Pedofilia on line, 4 arresti e 18 indagati: coinvolta anche una donna

Indagati diversi lombardi di Bergamo, Mantova, Monza e del Pavese: si tratta di uomini single, studenti, operai e persino una collaboratrice domestica del Milanese

Polizia postale

Polizia postale

Milano, 20 giugno 2018 - E' partita da una segnalazione venuta dal Canada l'indagine, denominata "Ontario", che ha portato all'arresto di 4 persone e alla denuncia di altre 18 per detenzione e distribuzione di materiale pedopornografico.
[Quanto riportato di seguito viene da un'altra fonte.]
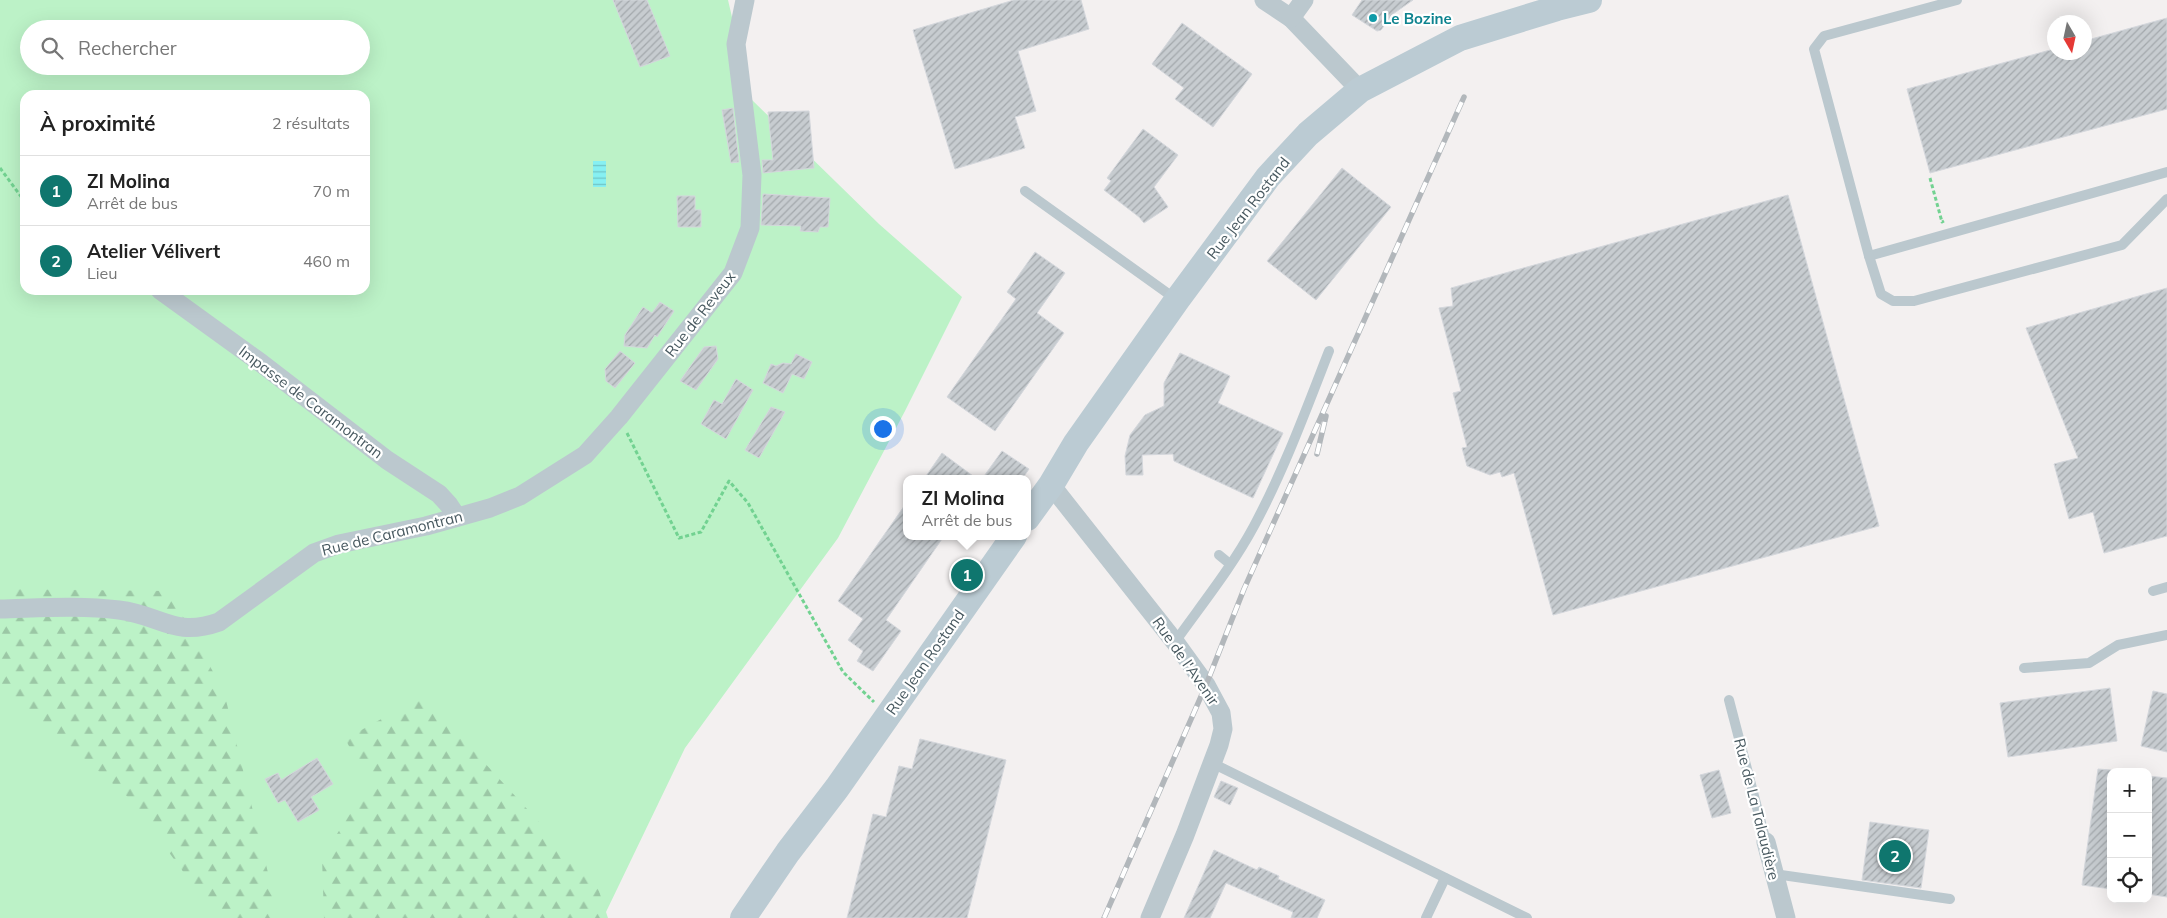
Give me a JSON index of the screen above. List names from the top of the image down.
{
  "streets": {
    "main road": ["Rue Jean Rostand"],
    "street": [
      "Rue de Reveux",
      "Impasse de Caramontran",
      "Rue de Caramontran",
      "Rue de l'Avenir",
      "Rue de La Talaudière"
    ]
  },
  "crossings": [
    ["Rue Jean Rostand", "Rue de l'Avenir"],
    ["Rue de Reveux", "Rue de Caramontran"],
    ["Impasse de Caramontran", "Rue de Caramontran"]
  ],
  "places": ["Le Bozine"],
  "north": "bottom",
  "page": {
    "search": "Rechercher",
    "heading": ["À proximité", "2 résultats"],
    "list": [
      {
        "mark": "1",
        "name": "ZI Molina",
        "note": "Arrêt de bus",
        "value": "70 m"
      },
      {
        "mark": "2",
        "name": "Atelier Vélivert",
        "note": "Lieu",
        "value": "460 m"
      }
    ],
    "popup": ["ZI Molina", "Arrêt de bus"],
    "pins": ["1", "2"],
    "map_buttons": ["+", "−"]
  }
}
A finire nei guai, in seguito alle indagini della polizia postale milanese, sono uomini tra i 25 e i 60 anni, studenti o persone che sono disoccupate e pensionate: in particolare i 4 arrestati sono un 25enne provincia di Latina, disoccupato; un 46enne disoccupato di Bologna; un 31enne disoccupato Napoli e un 30enne impiegato provincia di Torino. Tra gli indagati ci sono invece diversi lombardi di Bergamo, Mantova, Monza e del Pavese: si tratta di uomini single, studenti e operai; tra questi i poliziotti sono arrivati anche ad una collaboratrice domestica, anche lei indagata per gli stessi reati in provincia di Milano. Alcuni di questi soggetti, in particolare tre degli indagati, erano già noti per precedenti specifici in materia. Rischiano fino a 6 anni, in particolare per la distribuzione di video e foto che ritraggono bambini anche costretti ad atti sessuali. .
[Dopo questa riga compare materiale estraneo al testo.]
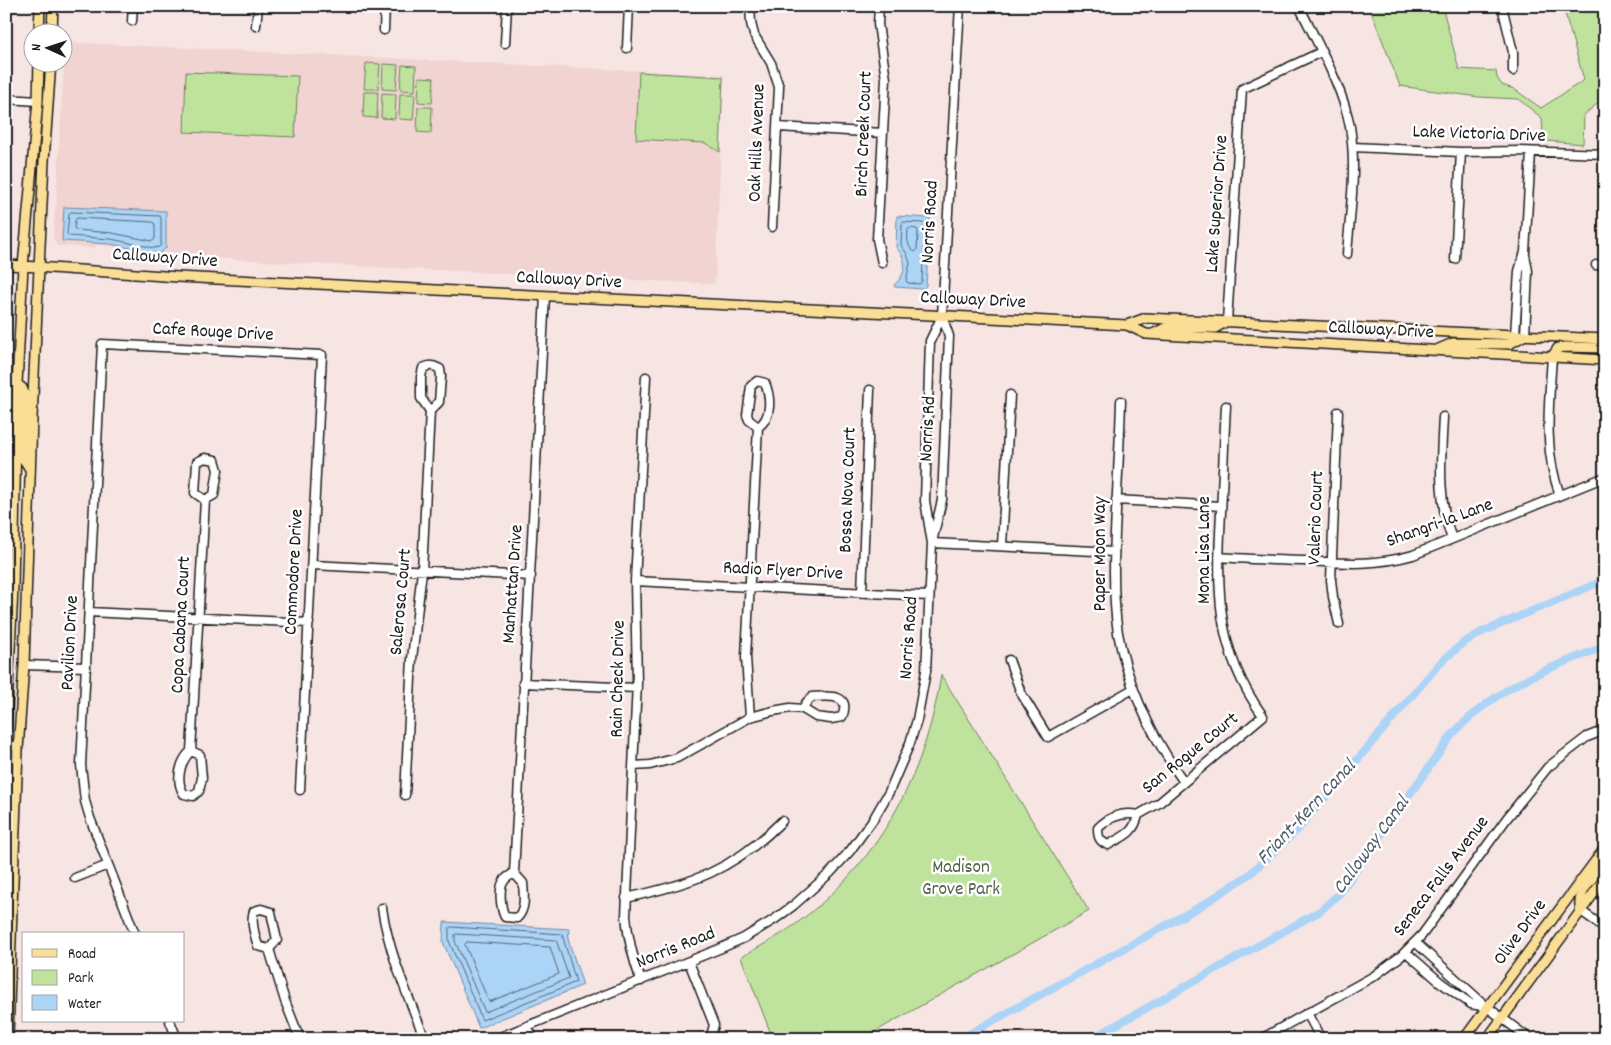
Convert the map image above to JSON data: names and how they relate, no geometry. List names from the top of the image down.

La polizia postale lombarda, guidata da Salvatore La Barbera, ha anche sequestrato 20 mila tra immagini e video, quasi tutti prodotti tra Asia e paesi del Sudamerica: sono infatti 22 i decreti di perquisizione eseguiti tra marzo e maggio di quest'anno, tra Lombardia, Lazio, Veneto, Emilia Romagna, Toscana e Marche; inoltre gli agenti hanno sequestrato 26 smartphone, notebook, hard disk e pen drive per complessivi 10 terabyte di materiale. Dietro questa rete c'è sicuramente un guadagno economico da parte di chi per primo produce e diffonde il materiale, e su questo gli investigatori non hanno dubbi.

I pedofili si incontravano, più o meno casualmente, su un'app canadese chiamata "Kik interactive messenger" (lecita e usata solitamente per scambiarsi messaggi e chiamate ndr), secondo un concetto di "scambio" e di "ricerca di materiale sempre nuovo". Nessuno utilizzava naturalmente il suo nome, ma nickname o indirizzi falsi: a partire dalla segnalazione canadese (avuta grazie alla collaborazione internazionale con il National child exploitation coordination center, coordinamento specialistico per il quale le informazioni giungono direttamente agli investigatori) gli operatori sono risaliti agli indirizzi Ip da cui provenivano le interazioni, ma anche in questo caso le reti avevano intestatari fasulli: 15mila le connessioni rintracciate. Ancora da indagare invece le connessioni con il deep web, dove in alcuni casi venivano reperiti i video. "L'obiettivo delle indagini - ha sottolineato La Barbera - e' di dare un nome alle vittime: per questo i risultati delle indagini vengono scambiati a livello internazionale per trovare riferimenti" e salvarle; in un caso in effetti e' stato possibile localizzare il luogo preciso dove erano stati realizzati foto e video.